A ese le siguen más rastros italianos falsos. ¡Vaya, todo el barrio se ha convertido en un barrio europeo! Bienvenidos a Italian Town, un enclave de fachadas vagamente mediterráneas y callejuelas empedradas escondidas bajo rascacielos de oficinas. Es un experimento notable de clonación urbana, hasta que uno empieza a fijarse en los pequeños detalles reveladores. Algo está claramente fuera de lugar, como la ausencia del desgaste que se supone deben tener los edificios centenarios. El nombre de la pizzería está mal escrito. ¡El reloj de la pared funciona con precisión! ¿Y dónde está la basura? Parece demasiado perfecto. Otra falsedad, en una ciudad que provoca alucinaciones a cada paso. Uno camina por ella sin saber muy bien si sonreír o cerrar los ojos.
La encantadora y bizarra Italian Town es otra de esas alucinaciones con las que uno se encuentra a menudo en Tokio. (© Gianni Simone)
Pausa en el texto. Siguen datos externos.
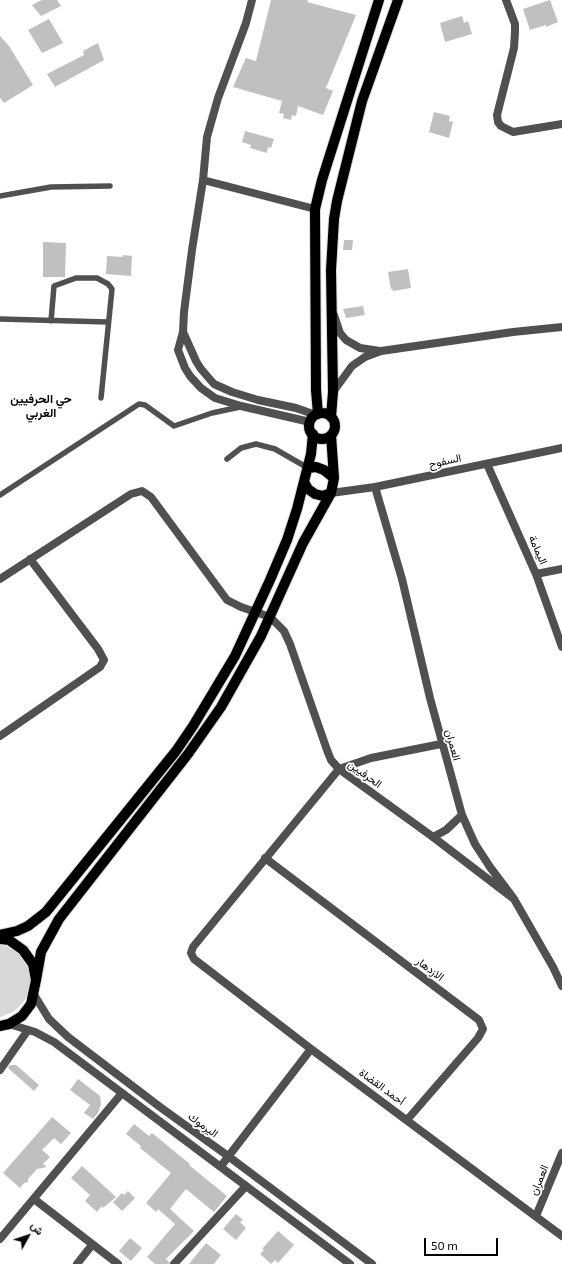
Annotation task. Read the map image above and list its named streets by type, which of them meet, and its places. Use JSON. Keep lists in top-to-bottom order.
{
  "streets": {
    "street": [
      "السفوح",
      "اليمامة",
      "العمران",
      "الحرفيين",
      "الازدهار",
      "أحمد القضاة",
      "اليرموك"
    ]
  },
  "crossings": [
    ["السفوح", "اليمامة"],
    ["السفوح", "العمران"],
    ["العمران", "الحرفيين"],
    ["العمران", "أحمد القضاة"],
    ["الازدهار", "أحمد القضاة"]
  ],
  "districts": ["حي الحرفيين الغربي"],
  "scale_bar": "50 m",
  "north": "top right"
}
Pero también hay un lado positivo: el ambiente es agradable, incluso encantador en algunas partes, aunque curiosamente incongruente. Aquí se encuentra quizá la única plaza propiamente dicha (en el sentido europeo) que se puede encontrar en Tokio. Las ciudades japonesas carecen de espacios públicos donde la gente pueda reunirse, como plazas u otras zonas comunes para la interacción social, con la excepción de los parques.
Me siento unos minutos en un banco (otra rareza en Tokio) y observo a las parejas y familias jóvenes que disfrutan de la tranquilidad y los árboles. Luego salgo de la plaza, camino un par de manzanas, doblo una esquina y vuelvo a estar en Japón. A lo lejos, otro grupo de rascacielos de hormigón armado anuncia la siguiente estación, Shinbashi.
Miro atrás y veo Italian Town tal y como es: un plató de cine para una historia que nunca se rodará.
(Artículo traducido al español del original en inglés. Imagen del encabezado: desde el lado este de Yamanote se pueden contemplar, al fondo, el muelle de Takeshiba, el puente Rainbow Bridge y la bahía de Tokio – © Pixta.)